## Problem description
Line by line, the data below should be set down unchanged, with images excluded.
********************
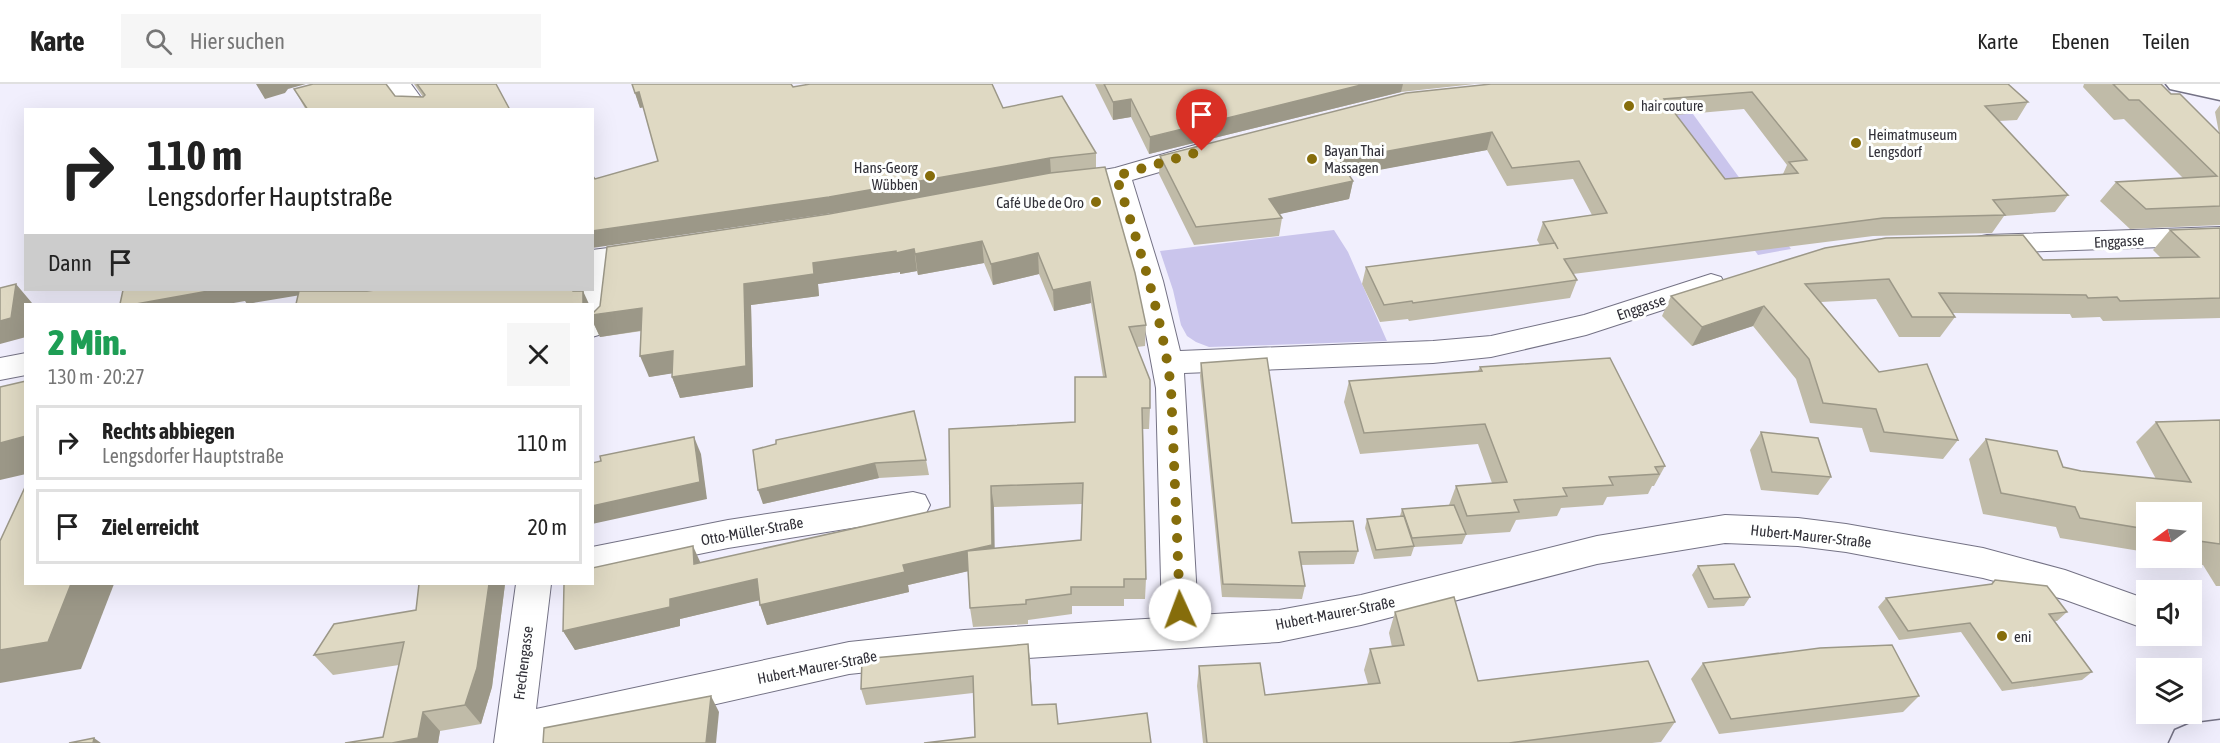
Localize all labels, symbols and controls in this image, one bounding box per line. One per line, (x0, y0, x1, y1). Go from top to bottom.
search box (121, 14, 541, 68)
text: Karte (30, 25, 85, 57)
icon: search (142, 25, 175, 58)
text: Hier suchen (190, 28, 285, 54)
text: Karte (1977, 29, 2018, 53)
text: Ebenen (2051, 29, 2110, 53)
text: Teilen (2143, 29, 2190, 53)
pin (1176, 89, 1227, 151)
icon: arrive (1185, 98, 1218, 131)
place label: hair couture (1641, 98, 1703, 114)
marker: hair couture (1622, 99, 1636, 113)
place label: Heimatmuseum Lengsdorf (1868, 126, 1957, 160)
text: 110 m (147, 131, 242, 179)
icon: right (48, 132, 126, 210)
marker: Heimatmuseum Lengsdorf (1849, 136, 1863, 150)
place label: Bayan Thai Massagen (1324, 142, 1384, 176)
marker: Bayan Thai Massagen (1305, 152, 1319, 166)
place label: Hans-Georg Wübben (854, 159, 919, 193)
marker: Hans-Georg Wübben (923, 169, 937, 183)
text: Lengsdorfer Hauptstraße (147, 181, 393, 212)
place label: Café Ube de Oro (996, 194, 1084, 211)
marker: Café Ube de Oro (1089, 195, 1103, 209)
street label: Enggasse (2093, 231, 2145, 251)
icon: arrive (104, 246, 137, 279)
text: Dann (48, 250, 92, 276)
street label: Enggasse (1614, 291, 1668, 323)
text: 2 Min. (48, 321, 126, 363)
button: close (507, 323, 570, 386)
text: 130 m · 20:27 (48, 365, 145, 388)
text: Rechts abbiegen (102, 418, 235, 444)
icon: right (51, 426, 84, 459)
text: 110 m (517, 430, 567, 456)
text: Lengsdorfer Hauptstraße (102, 444, 284, 467)
north arrow (2136, 502, 2202, 568)
map controls (2136, 502, 2202, 724)
icon: arrive (51, 510, 84, 543)
text: Ziel erreicht (102, 514, 199, 540)
text: 20 m (527, 514, 567, 540)
street label: Otto-Müller-Straße (699, 514, 805, 548)
street label: Hubert-Maurer-Straße (1750, 521, 1872, 551)
position arrow (1148, 578, 1212, 642)
button: sound (2136, 580, 2202, 646)
street label: Hubert-Maurer-Straße (1274, 593, 1396, 633)
street label: Frechengasse (510, 625, 536, 701)
place label: eni (2014, 628, 2032, 645)
marker: eni (1995, 629, 2009, 643)
street label: Hubert-Maurer-Straße (756, 647, 878, 687)
button: layers (2136, 658, 2202, 724)

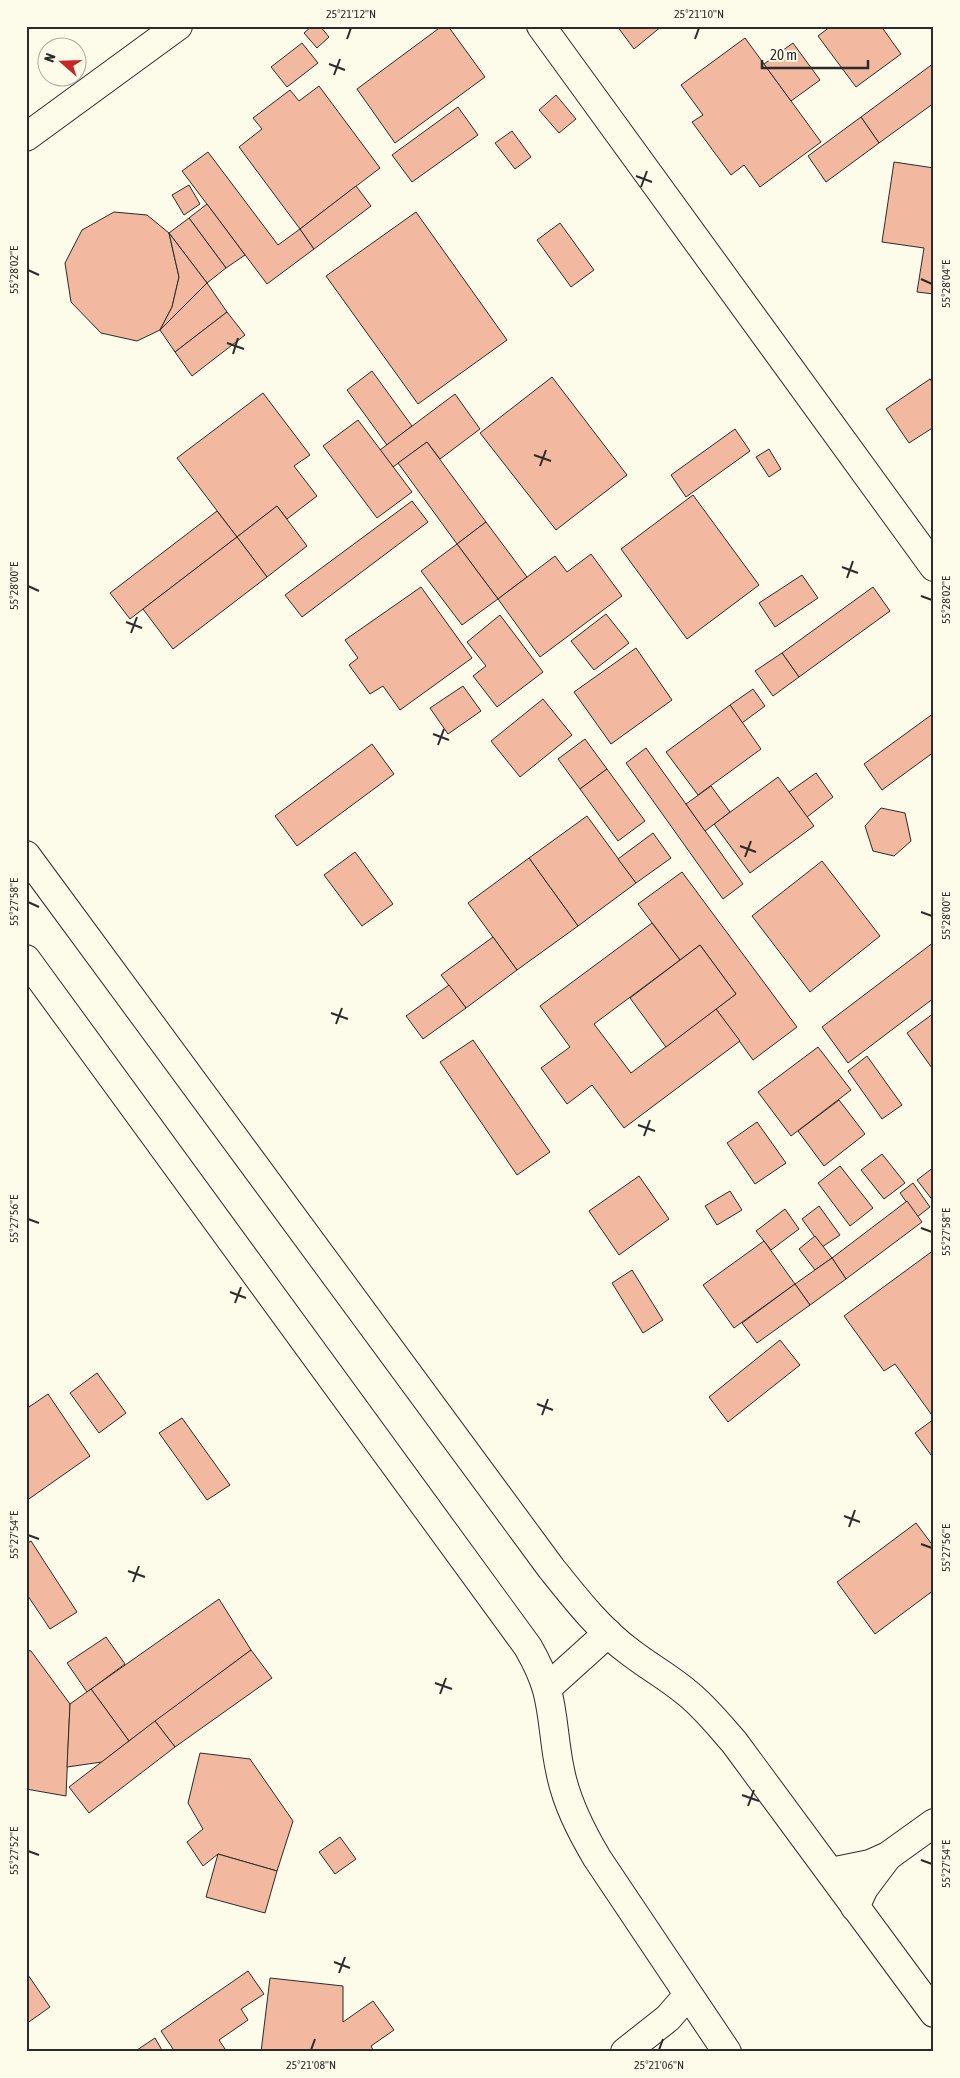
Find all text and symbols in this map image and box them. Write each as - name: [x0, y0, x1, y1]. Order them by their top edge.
- text: 25°21'12"N: [326, 7, 376, 21]
- text: 25°21'10"N: [674, 7, 724, 21]
- north arrow: [38, 38, 88, 88]
- scale bar: [762, 38, 869, 70]
- text: 20 m: [770, 46, 797, 63]
- text: N: [41, 51, 59, 64]
- text: 55°28'02"E: [7, 246, 21, 294]
- text: 55°28'04"E: [939, 260, 953, 308]
- text: 55°28'00"E: [7, 562, 21, 610]
- text: 55°28'02"E: [939, 576, 953, 624]
- text: 55°27'58"E: [7, 878, 21, 926]
- text: 55°28'00"E: [939, 892, 953, 940]
- text: 55°27'56"E: [7, 1195, 21, 1243]
- text: 55°27'58"E: [939, 1208, 953, 1256]
- text: 55°27'54"E: [7, 1511, 21, 1559]
- text: 55°27'56"E: [939, 1524, 953, 1572]
- text: 55°27'52"E: [7, 1827, 21, 1875]
- text: 55°27'54"E: [939, 1840, 953, 1888]
- text: 25°21'08"N: [286, 2058, 336, 2072]
- text: 25°21'06"N: [634, 2058, 684, 2072]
********************
## Finished exercise
Localize all labels, symbols and controls in this image, one bounding box per line. One per line, (x0, y0, x1, y1). Go from top to bottom.
search box (121, 14, 541, 68)
text: Karte (30, 25, 85, 57)
icon: search (142, 25, 175, 58)
text: Hier suchen (190, 28, 285, 54)
text: Karte (1977, 29, 2018, 53)
text: Ebenen (2051, 29, 2110, 53)
text: Teilen (2143, 29, 2190, 53)
pin (1176, 89, 1227, 151)
icon: arrive (1185, 98, 1218, 131)
place label: hair couture (1641, 98, 1703, 114)
marker: hair couture (1622, 99, 1636, 113)
place label: Heimatmuseum Lengsdorf (1868, 126, 1957, 160)
text: 110 m (147, 131, 242, 179)
icon: right (48, 132, 126, 210)
marker: Heimatmuseum Lengsdorf (1849, 136, 1863, 150)
place label: Bayan Thai Massagen (1324, 142, 1384, 176)
marker: Bayan Thai Massagen (1305, 152, 1319, 166)
place label: Hans-Georg Wübben (854, 159, 919, 193)
marker: Hans-Georg Wübben (923, 169, 937, 183)
text: Lengsdorfer Hauptstraße (147, 181, 393, 212)
place label: Café Ube de Oro (996, 194, 1084, 211)
marker: Café Ube de Oro (1089, 195, 1103, 209)
street label: Enggasse (2093, 231, 2145, 251)
icon: arrive (104, 246, 137, 279)
text: Dann (48, 250, 92, 276)
street label: Enggasse (1614, 291, 1668, 323)
text: 2 Min. (48, 321, 126, 363)
button: close (507, 323, 570, 386)
text: 130 m · 20:27 (48, 365, 145, 388)
text: Rechts abbiegen (102, 418, 235, 444)
icon: right (51, 426, 84, 459)
text: 110 m (517, 430, 567, 456)
text: Lengsdorfer Hauptstraße (102, 444, 284, 467)
north arrow (2136, 502, 2202, 568)
map controls (2136, 502, 2202, 724)
icon: arrive (51, 510, 84, 543)
text: Ziel erreicht (102, 514, 199, 540)
text: 20 m (527, 514, 567, 540)
street label: Otto-Müller-Straße (699, 514, 805, 548)
street label: Hubert-Maurer-Straße (1750, 521, 1872, 551)
position arrow (1148, 578, 1212, 642)
button: sound (2136, 580, 2202, 646)
street label: Hubert-Maurer-Straße (1274, 593, 1396, 633)
street label: Frechengasse (510, 625, 536, 701)
place label: eni (2014, 628, 2032, 645)
marker: eni (1995, 629, 2009, 643)
street label: Hubert-Maurer-Straße (756, 647, 878, 687)
button: layers (2136, 658, 2202, 724)

Find all text and symbols in this map image and box them. Write each as - name: [x0, y0, x1, y1]. Order them by their top edge.
- text: 25°21'12"N: [326, 7, 376, 21]
- text: 25°21'10"N: [674, 7, 724, 21]
- north arrow: [38, 38, 88, 88]
- scale bar: [762, 38, 869, 70]
- text: 20 m: [770, 46, 797, 63]
- text: N: [41, 51, 59, 64]
- text: 55°28'02"E: [7, 246, 21, 294]
- text: 55°28'04"E: [939, 260, 953, 308]
- text: 55°28'00"E: [7, 562, 21, 610]
- text: 55°28'02"E: [939, 576, 953, 624]
- text: 55°27'58"E: [7, 878, 21, 926]
- text: 55°28'00"E: [939, 892, 953, 940]
- text: 55°27'56"E: [7, 1195, 21, 1243]
- text: 55°27'58"E: [939, 1208, 953, 1256]
- text: 55°27'54"E: [7, 1511, 21, 1559]
- text: 55°27'56"E: [939, 1524, 953, 1572]
- text: 55°27'52"E: [7, 1827, 21, 1875]
- text: 55°27'54"E: [939, 1840, 953, 1888]
- text: 25°21'08"N: [286, 2058, 336, 2072]
- text: 25°21'06"N: [634, 2058, 684, 2072]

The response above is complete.